2023-09-04 Thread Gary E. Miller via devel
Yo Matthew!

On Mon, 4 Sep 2023 21:46:50 +
Matthew Selsky  wrote:

> Is the implication that we can safely drop python2 support after June
> 2024?

Maybe.  RHEL, and friends, are the last to drop things.  Worse, people
that use RHEL, and friends, seem to never update their systems...

> Are there any other distributions that ship python2 that we
> want to maintain support for?

Dunno, RHEL, and friends, seem to be where the whiners come from.  I think
there are a few "embedded" distros that still need Python 2.

I found this online:

Debian – v10 (Buster) is the last release to include Python 2.7,
which will continue to be supported through June of 2024.

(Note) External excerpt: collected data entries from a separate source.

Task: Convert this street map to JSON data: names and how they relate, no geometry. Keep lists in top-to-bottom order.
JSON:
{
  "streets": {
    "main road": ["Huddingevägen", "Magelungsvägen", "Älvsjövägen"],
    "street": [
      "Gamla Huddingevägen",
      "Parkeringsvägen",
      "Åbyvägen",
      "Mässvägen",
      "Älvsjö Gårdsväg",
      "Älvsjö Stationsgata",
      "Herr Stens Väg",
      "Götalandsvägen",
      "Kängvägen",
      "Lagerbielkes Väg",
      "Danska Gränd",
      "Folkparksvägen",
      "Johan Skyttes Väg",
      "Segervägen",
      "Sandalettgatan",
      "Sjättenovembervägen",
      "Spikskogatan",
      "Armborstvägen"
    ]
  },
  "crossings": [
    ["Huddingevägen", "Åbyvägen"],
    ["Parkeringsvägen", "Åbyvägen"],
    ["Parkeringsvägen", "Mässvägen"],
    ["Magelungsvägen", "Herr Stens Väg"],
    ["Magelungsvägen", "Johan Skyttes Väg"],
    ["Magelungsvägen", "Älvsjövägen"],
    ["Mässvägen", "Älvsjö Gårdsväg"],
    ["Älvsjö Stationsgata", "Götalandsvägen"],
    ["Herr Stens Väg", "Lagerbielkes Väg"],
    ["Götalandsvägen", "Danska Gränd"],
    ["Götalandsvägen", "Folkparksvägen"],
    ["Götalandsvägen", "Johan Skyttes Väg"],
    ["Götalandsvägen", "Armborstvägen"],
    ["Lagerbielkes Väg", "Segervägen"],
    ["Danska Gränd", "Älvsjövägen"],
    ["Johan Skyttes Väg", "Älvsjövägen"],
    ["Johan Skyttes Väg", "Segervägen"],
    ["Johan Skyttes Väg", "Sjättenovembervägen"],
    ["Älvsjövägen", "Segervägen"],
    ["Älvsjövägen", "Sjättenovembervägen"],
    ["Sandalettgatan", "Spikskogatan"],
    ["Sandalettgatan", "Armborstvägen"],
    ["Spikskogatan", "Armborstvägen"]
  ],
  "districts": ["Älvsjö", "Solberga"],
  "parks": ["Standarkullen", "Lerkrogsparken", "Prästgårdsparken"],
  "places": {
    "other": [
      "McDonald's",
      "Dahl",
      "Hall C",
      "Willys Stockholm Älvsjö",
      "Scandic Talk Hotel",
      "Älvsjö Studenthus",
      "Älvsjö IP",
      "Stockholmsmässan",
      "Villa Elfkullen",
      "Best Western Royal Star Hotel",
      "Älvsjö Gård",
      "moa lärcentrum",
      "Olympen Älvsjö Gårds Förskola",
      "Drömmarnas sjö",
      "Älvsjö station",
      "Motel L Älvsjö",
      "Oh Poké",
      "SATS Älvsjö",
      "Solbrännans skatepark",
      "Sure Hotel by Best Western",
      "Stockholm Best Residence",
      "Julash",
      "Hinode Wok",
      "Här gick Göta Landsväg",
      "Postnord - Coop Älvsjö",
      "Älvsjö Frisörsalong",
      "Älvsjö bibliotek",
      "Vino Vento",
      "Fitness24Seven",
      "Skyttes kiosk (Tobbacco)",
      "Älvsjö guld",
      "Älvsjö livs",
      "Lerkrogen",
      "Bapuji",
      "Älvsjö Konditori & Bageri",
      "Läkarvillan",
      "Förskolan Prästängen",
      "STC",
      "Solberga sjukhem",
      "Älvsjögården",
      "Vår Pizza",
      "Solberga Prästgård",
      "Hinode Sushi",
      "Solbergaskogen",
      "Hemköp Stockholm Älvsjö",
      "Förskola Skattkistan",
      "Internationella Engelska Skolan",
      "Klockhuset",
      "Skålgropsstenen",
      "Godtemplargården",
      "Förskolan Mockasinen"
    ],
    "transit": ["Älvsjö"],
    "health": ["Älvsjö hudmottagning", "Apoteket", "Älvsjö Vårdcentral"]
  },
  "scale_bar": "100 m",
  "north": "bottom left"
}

Redhat – RHEL 8 was the last version to include support for Python
2, which will be retired in June 2024.

CentOS – v8 was the last version to include support for Python
2.7, which will be EOL in May 2024.

Also Ubuntu Extended Security Maintenance (ESM) plan still supports
Python 2.

> How much does it cost us to maintain python2 support in our own code?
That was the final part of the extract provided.